Também não acreditava no que via em suas mãos. Estavam vermelhas,
lanhadas, doloridas e cheias de bolhas.
– Estão horríveis, hein – comentou David, espiando por cima do
ombro de Tally, que permanecia impressionada.
– A sensação é horrível – disse ela. – E só agora que percebi.
– O trabalho é uma boa distração. Mas talvez seja melhor dar uma
parada. Estou saindo para ver se encontro outro ponto da ferrovia para retirada
de material. Quer vir junto?
– Claro – respondeu Tally, aliviada.
Pensar em segurar o macaco de novo já fazia suas mãos tremerem.

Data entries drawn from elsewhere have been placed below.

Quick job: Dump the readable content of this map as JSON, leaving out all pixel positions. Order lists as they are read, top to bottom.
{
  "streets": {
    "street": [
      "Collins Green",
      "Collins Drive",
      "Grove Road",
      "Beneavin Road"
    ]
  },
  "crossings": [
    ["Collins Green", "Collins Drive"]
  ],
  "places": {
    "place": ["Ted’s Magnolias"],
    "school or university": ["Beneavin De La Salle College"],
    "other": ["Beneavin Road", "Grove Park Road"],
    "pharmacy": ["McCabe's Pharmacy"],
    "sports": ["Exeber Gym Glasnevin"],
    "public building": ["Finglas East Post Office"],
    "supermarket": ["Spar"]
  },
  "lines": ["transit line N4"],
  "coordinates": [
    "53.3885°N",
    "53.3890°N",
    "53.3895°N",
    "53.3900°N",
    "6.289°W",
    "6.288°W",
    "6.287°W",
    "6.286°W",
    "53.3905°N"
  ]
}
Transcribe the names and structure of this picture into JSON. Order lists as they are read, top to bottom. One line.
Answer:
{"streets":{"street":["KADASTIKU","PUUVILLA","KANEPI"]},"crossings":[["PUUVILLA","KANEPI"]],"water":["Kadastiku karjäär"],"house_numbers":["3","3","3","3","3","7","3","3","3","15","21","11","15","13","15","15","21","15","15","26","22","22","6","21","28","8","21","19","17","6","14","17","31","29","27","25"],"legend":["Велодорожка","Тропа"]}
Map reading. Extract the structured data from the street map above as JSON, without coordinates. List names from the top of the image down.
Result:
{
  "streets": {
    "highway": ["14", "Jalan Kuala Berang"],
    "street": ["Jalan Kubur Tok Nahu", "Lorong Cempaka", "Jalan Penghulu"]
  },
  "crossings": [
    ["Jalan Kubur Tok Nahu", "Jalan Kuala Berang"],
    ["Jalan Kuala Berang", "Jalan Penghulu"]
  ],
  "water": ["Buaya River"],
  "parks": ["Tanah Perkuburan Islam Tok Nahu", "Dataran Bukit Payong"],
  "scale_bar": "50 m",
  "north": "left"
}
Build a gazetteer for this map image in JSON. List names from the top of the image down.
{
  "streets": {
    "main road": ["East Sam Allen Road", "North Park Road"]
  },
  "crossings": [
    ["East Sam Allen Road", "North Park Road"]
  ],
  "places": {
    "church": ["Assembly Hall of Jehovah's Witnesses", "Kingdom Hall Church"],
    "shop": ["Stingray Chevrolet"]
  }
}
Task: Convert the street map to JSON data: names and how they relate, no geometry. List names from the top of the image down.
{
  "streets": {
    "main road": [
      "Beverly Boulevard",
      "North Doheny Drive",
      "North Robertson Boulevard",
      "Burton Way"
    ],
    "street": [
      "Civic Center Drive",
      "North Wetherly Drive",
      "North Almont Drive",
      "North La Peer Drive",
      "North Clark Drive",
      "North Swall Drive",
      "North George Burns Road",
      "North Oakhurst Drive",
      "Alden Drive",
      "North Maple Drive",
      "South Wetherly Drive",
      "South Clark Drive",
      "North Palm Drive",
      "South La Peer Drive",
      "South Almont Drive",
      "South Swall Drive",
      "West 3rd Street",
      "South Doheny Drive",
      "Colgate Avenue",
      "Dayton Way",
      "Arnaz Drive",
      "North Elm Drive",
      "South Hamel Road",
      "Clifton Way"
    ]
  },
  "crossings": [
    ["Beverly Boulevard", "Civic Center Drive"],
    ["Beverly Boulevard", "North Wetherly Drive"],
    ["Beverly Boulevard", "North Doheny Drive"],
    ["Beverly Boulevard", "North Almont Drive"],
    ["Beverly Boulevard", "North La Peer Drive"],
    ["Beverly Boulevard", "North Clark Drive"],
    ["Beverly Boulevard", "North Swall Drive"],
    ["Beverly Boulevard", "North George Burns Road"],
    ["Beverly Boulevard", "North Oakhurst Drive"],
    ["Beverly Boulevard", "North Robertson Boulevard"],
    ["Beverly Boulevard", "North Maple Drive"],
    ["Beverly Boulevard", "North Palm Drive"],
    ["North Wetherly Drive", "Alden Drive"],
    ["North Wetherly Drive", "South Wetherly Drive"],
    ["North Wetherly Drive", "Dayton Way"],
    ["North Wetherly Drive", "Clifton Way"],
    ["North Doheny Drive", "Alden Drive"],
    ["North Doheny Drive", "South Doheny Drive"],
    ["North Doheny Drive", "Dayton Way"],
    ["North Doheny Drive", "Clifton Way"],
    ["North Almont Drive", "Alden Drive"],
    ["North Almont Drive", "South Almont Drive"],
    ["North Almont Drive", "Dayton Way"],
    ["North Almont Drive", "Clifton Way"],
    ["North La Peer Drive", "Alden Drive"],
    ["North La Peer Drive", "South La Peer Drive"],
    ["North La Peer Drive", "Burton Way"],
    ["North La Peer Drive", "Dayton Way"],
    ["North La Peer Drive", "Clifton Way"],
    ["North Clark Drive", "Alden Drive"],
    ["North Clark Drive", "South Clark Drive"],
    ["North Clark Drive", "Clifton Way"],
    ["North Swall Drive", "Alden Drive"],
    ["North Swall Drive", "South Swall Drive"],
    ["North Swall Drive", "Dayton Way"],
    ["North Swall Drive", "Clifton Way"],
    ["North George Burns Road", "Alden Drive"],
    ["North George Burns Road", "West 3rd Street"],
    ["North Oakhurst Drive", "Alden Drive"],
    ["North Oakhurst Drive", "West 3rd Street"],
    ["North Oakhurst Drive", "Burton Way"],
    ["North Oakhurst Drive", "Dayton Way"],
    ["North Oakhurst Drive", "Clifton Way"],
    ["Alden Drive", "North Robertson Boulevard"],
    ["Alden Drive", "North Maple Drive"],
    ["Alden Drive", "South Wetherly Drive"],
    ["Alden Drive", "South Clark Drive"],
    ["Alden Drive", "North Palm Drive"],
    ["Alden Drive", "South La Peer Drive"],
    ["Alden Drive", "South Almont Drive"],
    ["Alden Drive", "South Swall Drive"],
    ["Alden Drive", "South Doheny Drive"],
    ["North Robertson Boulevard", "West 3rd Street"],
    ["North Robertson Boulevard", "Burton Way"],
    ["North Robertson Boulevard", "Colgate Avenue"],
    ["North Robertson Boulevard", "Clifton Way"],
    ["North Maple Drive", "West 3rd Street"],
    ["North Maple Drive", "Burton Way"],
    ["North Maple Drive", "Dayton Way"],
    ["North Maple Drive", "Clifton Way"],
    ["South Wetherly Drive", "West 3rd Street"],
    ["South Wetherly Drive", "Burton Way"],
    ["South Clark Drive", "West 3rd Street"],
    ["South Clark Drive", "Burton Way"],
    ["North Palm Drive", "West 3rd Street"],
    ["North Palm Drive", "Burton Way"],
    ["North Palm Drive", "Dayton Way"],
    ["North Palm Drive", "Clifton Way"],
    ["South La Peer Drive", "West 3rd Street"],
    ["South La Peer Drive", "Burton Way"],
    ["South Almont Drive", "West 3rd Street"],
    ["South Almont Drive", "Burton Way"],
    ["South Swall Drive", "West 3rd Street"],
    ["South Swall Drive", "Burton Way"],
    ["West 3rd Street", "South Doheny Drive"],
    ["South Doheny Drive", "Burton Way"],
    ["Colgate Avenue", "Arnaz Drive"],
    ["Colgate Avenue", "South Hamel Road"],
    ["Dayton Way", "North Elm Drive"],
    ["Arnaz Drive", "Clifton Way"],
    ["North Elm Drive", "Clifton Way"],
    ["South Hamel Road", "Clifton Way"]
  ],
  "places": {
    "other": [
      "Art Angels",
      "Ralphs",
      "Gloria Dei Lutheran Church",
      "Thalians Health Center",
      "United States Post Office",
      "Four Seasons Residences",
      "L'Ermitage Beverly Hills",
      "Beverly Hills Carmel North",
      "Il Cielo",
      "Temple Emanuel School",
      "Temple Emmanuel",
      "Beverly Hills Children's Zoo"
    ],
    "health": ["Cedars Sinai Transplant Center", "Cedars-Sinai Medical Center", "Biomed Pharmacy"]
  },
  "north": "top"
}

Deixando os outros na clareira, os dois saíram de prancha,
passando por cima das árvores retorcidas e seguindo o caminho quase invisível
escondido sob a densa floresta. David voava baixo, desviando com habilidade de
tronco e cipós, como se praticasse slalom num circuito conhecido. Tally notou
que, a exemplo dos tênis, todas as suas roupas eram feitas à
mão. Enquanto na cidade só se usavam costuras como enfeites, o casaco de David
parecia ser produto da junção de uma dezena de pedaços de couro, de tons e
tamanhos diferentes. Aquela colcha de retalhos lembrava Tally do monstro de
Frankenstein, o que, por sua vez, levou um pensamento terrível à sua mente.
E se aquilo fosse couro legítimo, como se fazia
antigamente? E se fosse pele de animal?
Ela sentiu um arrepio. Não acreditava que ele estivesse vestindo
um monte de animais mortos. Não estava diante de selvagens. Apesar de tudo,
admitia que o casaco caía bem em David, O couro se ajustava perfeitamente aos
seus ombros – e evitava os galhos de maneira mais eficiente do que a jaqueta de
microfibra do alojamento.
David desacelerou quando alcançaram uma área desmatada. Tally
percebeu que havia um paredão de pedra logo adiante.
– Que esquisito – comentou.
Os trilhos pareciam ir de encontro à montanha, desaparecendo no
meio dos rochedos.
– Os Enferrujados levavam a sério essa história de caminhos retos
– disse David. – Quando construíam ferrovias, não gostavam de fazer desvios.
– Então eles simplesmente atravessavam as coisas?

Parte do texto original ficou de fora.